● RAW DATA
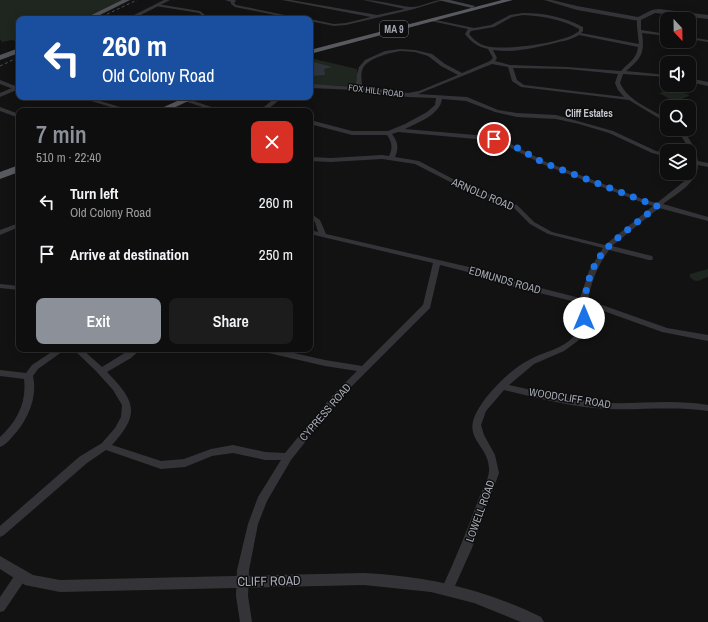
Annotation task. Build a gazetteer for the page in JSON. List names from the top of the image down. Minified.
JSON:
{"streets":{"highway":["MA 9"],"street":["FOX HILL ROAD","ARNOLD ROAD","EDMUNDS ROAD","WOODCLIFF ROAD","CYPRESS ROAD","LOWELL ROAD","CLIFF ROAD"]},"crossings":[["ARNOLD ROAD","LOWELL ROAD"],["EDMUNDS ROAD","CYPRESS ROAD"],["EDMUNDS ROAD","LOWELL ROAD"],["WOODCLIFF ROAD","LOWELL ROAD"],["CYPRESS ROAD","CLIFF ROAD"],["LOWELL ROAD","CLIFF ROAD"]],"districts":["Cliff Estates"],"north":"bottom","page":{"turn":["260 m","Old Colony Road"],"heading":["7 min","510 m · 22:40"],"list":[{"name":"Turn left","note":"Old Colony Road","value":"260 m"},{"name":"Arrive at destination","value":"250 m"}],"buttons":["Exit","Share"]}}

● TASK GOAL
Write the data out again exactly, but without its images.

● RESULT FOR THIS TASK
Annotation task. Build a gazetteer for the page in JSON. List names from the top of the image down. Minified.
JSON:
{"streets":{"highway":["MA 9"],"street":["FOX HILL ROAD","ARNOLD ROAD","EDMUNDS ROAD","WOODCLIFF ROAD","CYPRESS ROAD","LOWELL ROAD","CLIFF ROAD"]},"crossings":[["ARNOLD ROAD","LOWELL ROAD"],["EDMUNDS ROAD","CYPRESS ROAD"],["EDMUNDS ROAD","LOWELL ROAD"],["WOODCLIFF ROAD","LOWELL ROAD"],["CYPRESS ROAD","CLIFF ROAD"],["LOWELL ROAD","CLIFF ROAD"]],"districts":["Cliff Estates"],"north":"bottom","page":{"turn":["260 m","Old Colony Road"],"heading":["7 min","510 m · 22:40"],"list":[{"name":"Turn left","note":"Old Colony Road","value":"260 m"},{"name":"Arrive at destination","value":"250 m"}],"buttons":["Exit","Share"]}}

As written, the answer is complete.